## Exercise aim
Whenever a line of the listing contains the string "WADE", return that line.
(Input records Opens)
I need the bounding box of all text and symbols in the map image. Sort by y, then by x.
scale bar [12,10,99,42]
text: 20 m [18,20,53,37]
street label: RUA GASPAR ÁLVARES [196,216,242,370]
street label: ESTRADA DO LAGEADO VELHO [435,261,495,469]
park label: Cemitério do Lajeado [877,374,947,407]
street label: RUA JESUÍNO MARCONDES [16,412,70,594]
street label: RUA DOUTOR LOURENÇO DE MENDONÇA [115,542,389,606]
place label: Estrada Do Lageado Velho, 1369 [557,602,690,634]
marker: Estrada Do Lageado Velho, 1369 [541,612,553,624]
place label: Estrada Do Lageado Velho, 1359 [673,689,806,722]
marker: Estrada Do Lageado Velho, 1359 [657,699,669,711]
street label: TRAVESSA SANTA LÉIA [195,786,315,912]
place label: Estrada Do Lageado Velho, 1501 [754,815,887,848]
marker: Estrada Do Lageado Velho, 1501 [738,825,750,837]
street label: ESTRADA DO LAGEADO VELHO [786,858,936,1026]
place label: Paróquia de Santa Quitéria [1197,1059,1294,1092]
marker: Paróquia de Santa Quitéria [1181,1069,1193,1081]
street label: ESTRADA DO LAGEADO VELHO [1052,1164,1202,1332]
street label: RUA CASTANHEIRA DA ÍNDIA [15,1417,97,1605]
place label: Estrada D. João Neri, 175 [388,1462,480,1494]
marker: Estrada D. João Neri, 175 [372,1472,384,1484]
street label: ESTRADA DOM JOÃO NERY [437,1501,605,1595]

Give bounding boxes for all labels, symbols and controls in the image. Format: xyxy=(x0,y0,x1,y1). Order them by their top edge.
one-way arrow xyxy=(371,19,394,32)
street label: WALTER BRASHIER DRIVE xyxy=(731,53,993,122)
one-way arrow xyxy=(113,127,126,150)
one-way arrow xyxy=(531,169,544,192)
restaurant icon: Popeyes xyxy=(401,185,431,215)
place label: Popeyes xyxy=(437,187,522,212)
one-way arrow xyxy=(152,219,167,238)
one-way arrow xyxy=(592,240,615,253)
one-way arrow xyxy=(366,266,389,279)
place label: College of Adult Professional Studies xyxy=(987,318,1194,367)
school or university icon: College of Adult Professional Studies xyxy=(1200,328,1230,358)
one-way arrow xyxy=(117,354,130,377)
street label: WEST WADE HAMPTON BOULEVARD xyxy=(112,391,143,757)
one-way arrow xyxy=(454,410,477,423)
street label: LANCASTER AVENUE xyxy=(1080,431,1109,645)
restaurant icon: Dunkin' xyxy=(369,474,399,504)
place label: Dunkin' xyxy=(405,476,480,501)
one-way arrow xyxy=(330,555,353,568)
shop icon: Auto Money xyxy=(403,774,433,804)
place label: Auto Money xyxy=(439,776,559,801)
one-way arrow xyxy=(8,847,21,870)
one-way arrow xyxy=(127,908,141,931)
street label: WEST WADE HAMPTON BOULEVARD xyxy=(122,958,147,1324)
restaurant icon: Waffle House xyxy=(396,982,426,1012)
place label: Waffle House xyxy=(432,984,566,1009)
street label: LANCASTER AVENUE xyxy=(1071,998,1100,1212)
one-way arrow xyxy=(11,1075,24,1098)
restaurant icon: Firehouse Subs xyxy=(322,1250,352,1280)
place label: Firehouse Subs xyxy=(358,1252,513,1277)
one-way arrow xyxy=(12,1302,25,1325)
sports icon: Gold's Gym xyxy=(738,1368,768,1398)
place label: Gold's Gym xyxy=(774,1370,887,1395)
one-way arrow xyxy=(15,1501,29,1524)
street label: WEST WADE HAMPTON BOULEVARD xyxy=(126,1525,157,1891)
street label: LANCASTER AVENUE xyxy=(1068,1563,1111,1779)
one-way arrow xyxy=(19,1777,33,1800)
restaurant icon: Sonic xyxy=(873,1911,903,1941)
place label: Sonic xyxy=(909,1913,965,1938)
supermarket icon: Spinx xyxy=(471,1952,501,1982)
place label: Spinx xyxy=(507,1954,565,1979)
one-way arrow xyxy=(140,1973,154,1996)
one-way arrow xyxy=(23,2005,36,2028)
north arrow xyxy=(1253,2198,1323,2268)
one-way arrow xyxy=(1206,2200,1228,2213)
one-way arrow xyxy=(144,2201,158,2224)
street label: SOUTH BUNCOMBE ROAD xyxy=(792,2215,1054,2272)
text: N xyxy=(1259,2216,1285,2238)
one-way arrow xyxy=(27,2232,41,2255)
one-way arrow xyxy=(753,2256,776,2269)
(Input records Closes)
## Written solution
street label: WEST WADE HAMPTON BOULEVARD xyxy=(112,391,143,757)
street label: WEST WADE HAMPTON BOULEVARD xyxy=(122,958,147,1324)
street label: WEST WADE HAMPTON BOULEVARD xyxy=(126,1525,157,1891)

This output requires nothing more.